AVIVA-Berlin >
Literatur
AVIVA-BERLIN.de im November 2024 -
Beitrag vom 01.10.2022
Andrea Tompa - Omertà . Buch des Schweigens
Silvy Pommerenke
Vier Protagonist*innen führen durch diesen fast eintausendseitigen historischen Roman. "Omertà " ist das ungeschriebene Gesetz der Mafia, das seine Mitglieder an eine Schweigepflicht bindet. Für die Romanfiguren ist es tatsächlich besser über die politischen Umstände im ungarisch-rumänischen Széklerland zu schweigen. In den 1950er und 1960er Jahren könnte das lebensgefährlich für sie sein. Aus dem Ungarischen übersetzt von der Büchner-Preisträgerin Terézia Mora.
Bevor das Széklerland zu einer ungarisch autonomen Region innerhalb Rumäniens wurde, besetzten es 1944 zuerst die Rote Armee und in Folge Rumänien. Zwei Jahre später wurde durch die Pariser Friedenskonferenz die ungarisch-rumänische Grenze aus der Vorkriegszeit wiederhergestellt. Eine mehr als verwirrende Landesgeschichte, von denen die vier Protagonist*innen aus "Omertà " stark betroffen sind.

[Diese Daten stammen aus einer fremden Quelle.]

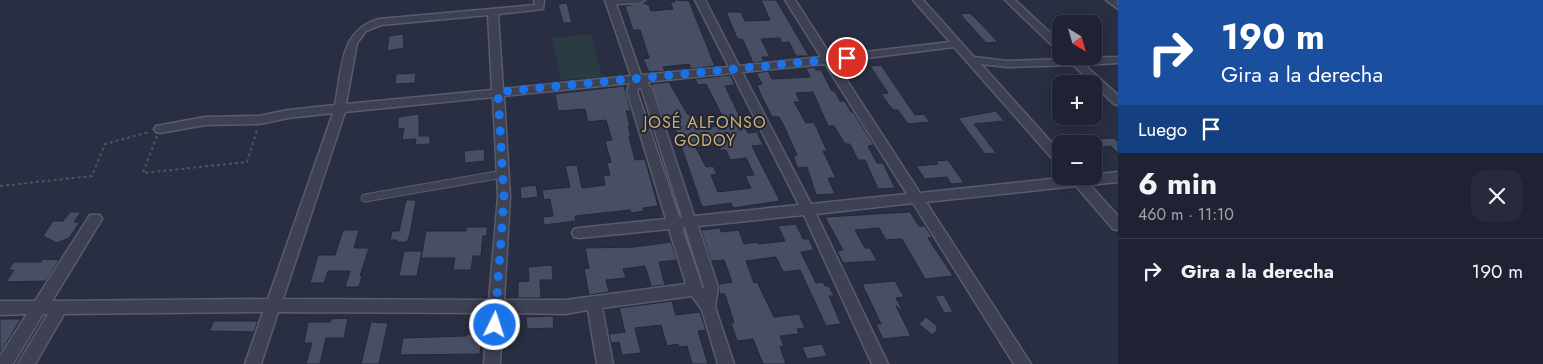 <!DOCTYPE html>
<html lang="es">
<head>
<meta charset="utf-8">
<style>
	body { margin:0; font-family:Jost,sans-serif; background:#272a3a; color:#f1f3f6; height:100vh; display:flex; flex-direction:column; font-size:19px; white-space:nowrap }
	* { box-sizing:border-box; margin:0 }
	p { font-size:16px; color:#a1a4ac }
	.icon { flex:none; width:28px; height:28px; fill:none; stroke:currentColor; stroke-width:2; stroke-linecap:round; stroke-linejoin:round }
	.map { position:relative; flex:1; overflow:hidden }
	.drawer { display:flex; flex-direction:column; background:#1f2232; width:425px }
	.drawer>* { flex:none }
	.hud { background:#1a4fa0; color:#fff; overflow:hidden }
	.needle { width:32px; rotate:143deg }
	.tools { position:absolute; left:1052px; top:15px; display:grid; gap:10px }
	.tools a { display:grid; place-items:center; width:50px; height:50px; border-radius:10px; background:#1f2232; box-shadow:0 2px 12px #0003,0 0 0 1px #3c3f4d; font-size:25px }
	.pin { position:absolute; display:grid; place-items:center; width:42px; height:42px; color:#fff; margin:-21px; border:2px solid #fff; border-radius:50%; box-shadow:0 1px 5px #0007 }
	.me { position:absolute; width:55px; margin:-28px; rotate:4deg; stroke-linejoin:round; filter:drop-shadow(0 0 4px #0008) }
	.turn { display:flex; align-items:center; gap:18px; height:105px; padding:0 20px; font-size:22px }
	.turn .icon { width:65px; height:65px; stroke-width:2.5 }
	.turn b { display:block; font-size:35px; line-height:42px }
	.then { display:flex; align-items:center; height:48px; padding:0 20px; background:#0003; gap:10px; font-size:19px }
	.round { display:grid; place-items:center; flex:none; width:52px; height:52px; border-radius:15px; background:#272a3a }
	.summary { display:flex; align-items:center; justify-content:space-between; height:85px; padding:0 20px }
	h1 { font-size:30px; font-weight:700; line-height:38px }
	ul { padding:0; list-style:none }
	li { display:flex; align-items:center; gap:15px; height:65px; padding:0 20px; border-top:1px solid #3c3f4d }
	li div { flex:1 }
	li b { display:block; font-size:19px }
	li em { font-style:normal }
	main { display:flex; flex:1; min-height:0 }
	.map>svg:first-child { display:block }
</style>
</head>
<body>
<main>
<div class="map">
<svg width="1118" height="364" viewBox="0 0 1118 364">
	<rect width="100%" height="100%" fill="#292e42"/>
	<!-- green -->
	<path fill="#2b3b43" d="M591 34 602 77 561 80 552 38Z"/>
	<!-- building -->
	<g fill="#484e63" stroke="#232839" fill-rule="evenodd">
		<path d="M674 0 689 1 715 66 691 69 689 64 663 67 665 71 649 72 643 59 649 58 640 30H633L625 6 643 3 649 5 651 11 673 9 670 2H675Z"/>
		<path d="M761 0H776L778 3 809 56H796L789 42 782 43 780 38 761 39 770 57H762L764 61 753 63 743 40 737 38 726 12H741L745 21 770 20Z"/>
		<path d="M567 3 572 23H563L558 4Z"/>
		<path d="M970 13 981 24 998 42 986 43 960 14Z"/>
		<path d="M403 34 404 48 387 51 389 36Z"/>
		<path d="M881 65 915 115 924 114 930 122 908 124 898 110H893L881 94 888 93 870 66Z"/>
		<path d="M815 67 816 70H821L832 91H835L840 101H845L851 112H853L874 145 868 146 877 163H883L895 188 878 189 865 160H858L850 144H845L834 126H828L813 92 796 93 800 102H794L806 123 814 122 827 151H823L836 178H828L835 194 816 195 807 167 798 168 793 156 797 155 784 126 779 117H772L761 95 757 85 762 84 756 73 768 71 772 79 810 77 806 68Z"/>
		<path d="M416 73 415 83 395 84 396 74Z"/>
		<path d="M730 75 735 85 725 86 748 133 757 132 763 145 752 146 780 201 733 208 731 203 702 207 674 125 666 126 651 84 669 82 688 115 695 114 700 125 709 124 710 127 727 125 706 84 698 85 695 79ZM718 145 720 150H726L730 160 746 158 754 175 745 176 751 188 718 192 711 175 717 174 713 166 706 167 696 148Z"/>
		<path d="M624 86 631 111H626L630 126H628L631 137H629L635 160 645 159 658 206 643 208 644 211 631 213 630 210 575 216 576 221 544 225 543 217 553 216 550 199 544 200 542 190 570 187 565 166 577 165 582 188 605 185 603 176 610 175 607 163 611 162 605 141 612 140 606 120 588 122 585 109 558 111 555 94Z"/>
		<path d="M996 111 1004 121 974 124 996 153 985 154 958 118Z"/>
		<path d="M419 114V136H430V144L415 145 416 139 402 140 404 128 398 129V117Z"/>
		<path d="M1114 138 1118 142V153L1111 146 1094 148V139Z"/>
		<path d="M484 149 485 161 465 163 464 151Z"/>
		<path d="M948 160 964 183 951 184 947 177 925 179 916 166 938 164 936 161Z"/>
		<path d="M536 185 538 197 521 199 520 187Z"/>
		<path d="M406 200H416L410 234 407 242H396L397 240H390L392 231H399Z"/>
		<path d="M70 212H81L74 222H80L69 238 57 243 43 236 53 221H63Z"/>
		<path d="M910 212 919 226H925L932 237 928 238 953 276 925 279 902 239 886 240 879 228 855 230 865 248H870L877 261 843 263 837 251 843 250 825 217Z"/>
		<path d="M796 224 803 239H809L814 250 801 252 816 283 823 282 825 286H829L834 296H829L841 324 826 326 800 270 783 272 776 257 746 261 754 283 757 282 774 317 799 314 805 328 797 329 799 334 780 336 784 346 780 347 786 364H763L753 339 737 341 731 323H734L725 294H720L719 291V284L732 282 724 260 711 261 701 230 720 228 721 232 739 230 744 244 758 242V244L785 241 778 226Z"/>
		<path d="M467 227H487V236H483L481 256H473L471 270H453L455 258H421L426 231H466Z"/>
		<path d="M343 230H359L354 248H369L360 276H362L359 287H345L350 271H328L324 283H310L318 255H335Z"/>
		<path d="M671 242 677 260 659 262 665 285 648 287 651 285 645 266 623 269 626 278 606 280 609 292 589 295 584 269 589 268 585 248 634 247Z"/>
		<path d="M404 251H422L417 276H399Z"/>
		<path d="M43 259 59 260 46 281 6 282 14 270H8L14 262H41Z"/>
		<path d="M552 265 553 280H540L541 298H518V282L529 281 528 267Z"/>
		<path d="M895 281 904 297 896 298 903 311 896 306 911 336 883 339 876 324H881L862 284Z"/>
		<path d="M944 295 953 312 944 313 935 296Z"/>
		<path d="M672 301 676 315 700 312 706 330 698 331 708 364H692L687 346 679 347 678 344 667 346 661 325 635 328 641 353 622 355 619 342 611 343 609 334 625 332 619 308Z"/>
		<path d="M553 316 554 328 527 329 526 317Z"/>
		<path d="M926 317 937 326V330L932 335 919 324Z"/>
		<path d="M348 318 344 338H326L320 364H306L312 343H304L308 322H330L331 319Z"/>
		<path d="M0 319H21L0 353Z"/>
		<path d="M214 321H258L254 332 209 331Z"/>
		<path d="M371 322 388 323 379 364H361Z"/>
		<path d="M466 334H482L480 354 400 355 403 338 466 336Z"/>
		<path d="M822 344 827 356 807 359 802 347Z"/>
	</g>
	<g fill="none" stroke-linecap="round" stroke-linejoin="round">
		<!-- lane casing -->
		<g stroke="#585c6c" stroke-width="9">
			<path id="lane" d="M365 198 503 174"/>
		</g>
		<!-- street casing -->
		<g stroke="#585c6c" stroke-width="3">
			<g id="street">
				<path d="M534 0H544L543 9 498 14 503 89 631 76 605 0H645L640 3 616 4 641 75 729 67 695 0H705L739 66 821 57 785 0H795L831 56 950 42 913 0H923L974 57 1007 61 1067 59 1068 56 1078 58 1118 57V63L1085 65 1118 95V105L1114 104 1073 65 1007 67 981 64 1061 153V166L1057 164 954 47 835 62 920 193 1118 172V182L1090 185 1118 216V230L1113 229 1076 186 926 202 1031 364H1014L913 203 816 214 888 364H872L804 215 698 226 718 287 715 307 734 364H718L702 310 692 296 602 308 613 364H597L588 310 565 314 503 313 500 364H484L488 313 278 312 261 364H245L263 312 64 314 35 364H18L48 314H43L13 364H0V356L27 314 0 315V301H35L90 215H100L102 219 52 301 268 299 333 113 288 118 259 124 205 125 160 133 156 132 154 129 156 126 205 117 259 116 288 110 335 105C342 71 339 30 379 19L535 5ZM488 15 492 90 346 104 357 43 366 31 381 25ZM825 64 907 194 811 204 742 72ZM732 73 799 205 694 216 652 89 647 82ZM630 83 627 91 666 219 579 228 574 229 572 233 574 237 579 238 669 229 686 284 565 300H504L510 197 504 96ZM639 87 642 90 682 217H679L637 91ZM493 97 498 197 489 300 283 299 345 112ZM685 227 704 287 703 289 682 228Z"/>
				<path d="M1005 0H1015L1061 43V51L1057 50Z"/>
				<path d="M1106 0H1117L1118 9Z"/>
			</g>
		</g>
		<!-- path -->
		<g stroke="#49585f" stroke-width="2" stroke-dasharray="3 3" stroke-linecap="butt">
			<path d="M157 136 143 173 247 162 257 130"/>
			<path d="M0 186 92 176 105 144 149 132"/>
		</g>
		<!-- lane -->
		<use href="#lane" stroke="#3d4152" stroke-width="7"/>
		<!-- street -->
		<use href="#street" fill="#3d4152" fill-rule="evenodd"/>
	</g>
	<g fill="none" stroke-linecap="round" stroke-linejoin="round">
		<!-- route -->
		<path stroke="#1a73e8" stroke-width="9" stroke-dasharray="0 16.2" d="M495 325 504 197 498 92 847 58"/>
	</g>
	<g text-anchor="middle" stroke-width="4" stroke-linejoin="round" paint-order="stroke">
		<!-- neighbourhood labels -->
		<g font-size="16" letter-spacing="1" fill="#d1af6f" stroke="#212637">
			<text x="705" y="128">JOSÉ ALFONSO<tspan x="705" dy="18">GODOY</tspan></text>
		</g>
	</g>
</svg>
<div class="tools">
<a><svg class="needle" viewBox="-14 -14 28 28"><path d="M0-13l5 13h-10z" fill="#e53935"/><path d="M0 13l5-13h-10z" fill="#a1a4ac"/></svg></a>
<a>+</a>
<a>−</a>
</div>
<div class="pin" style="left:847px;top:58px;background:#d93025"><svg class="icon" aria-label="arrive" viewBox="0 0 24 24"><path d="M6 21V4h12l-3 4 3 4H6"/></svg></div>
<svg class="me" style="left:495px;top:325px" viewBox="-20 -20 40 40"><circle r="17" fill="#1a73e8" stroke="#fff" stroke-width="3"/><path d="M0-11L8 9 0 5-8 9z" fill="#fff"/></svg>
</div>
<section class="drawer">
<div class="hud">
<div class="turn"><svg class="icon" aria-label="right" viewBox="0 0 24 24"><path d="M7 20v-9h11M14 6l5 5-5 5"/></svg><div><b>190 m</b>Gira a la derecha</div></div>
<div class="then">Luego<svg class="icon" aria-label="arrive" viewBox="0 0 24 24"><path d="M6 21V4h12l-3 4 3 4H6"/></svg></div>
</div>
<div class="summary"><div><h1>6 min</h1><p>460 m · 11:10</p></div><a class="round"><svg class="icon" aria-label="close" viewBox="0 0 24 24"><path d="M6 6l12 12M18 6L6 18"/></svg></a></div>
<ul>
<li><svg class="icon" aria-label="right" viewBox="0 0 24 24"><path d="M7 20v-9h11M14 6l5 5-5 5"/></svg><div><b>Gira a la derecha</b></div><em>190 m</em></li>
</ul>
</section>
</main>
</body>
</html>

Die drei Frauen Kali, Annuschka und Eleonóra bilden die Rahmenhandlung um die eigentliche Hauptfigur des Romans, Vilmos. Er ist ein Einzelgänger, lebt abgeschieden und sein einziger Lebensinhalt ist das Züchten von Rosen – eine Fähigkeit, die er sich autodidaktisch angeeignet hat. Ziemlich unpolitisch, möchte man meinen, aber in den fünfziger und sechziger Jahren des zwanzigsten Jahrhunderts konnte auch das im Széklerland zu politischen Konflikten führen. Vilmos muss seine privaten Rosenzüchtungen bald schon in den Dienst des Staates stellen. Obwohl ihm das offensichtlich missfällt, lässt er sich darauf ein.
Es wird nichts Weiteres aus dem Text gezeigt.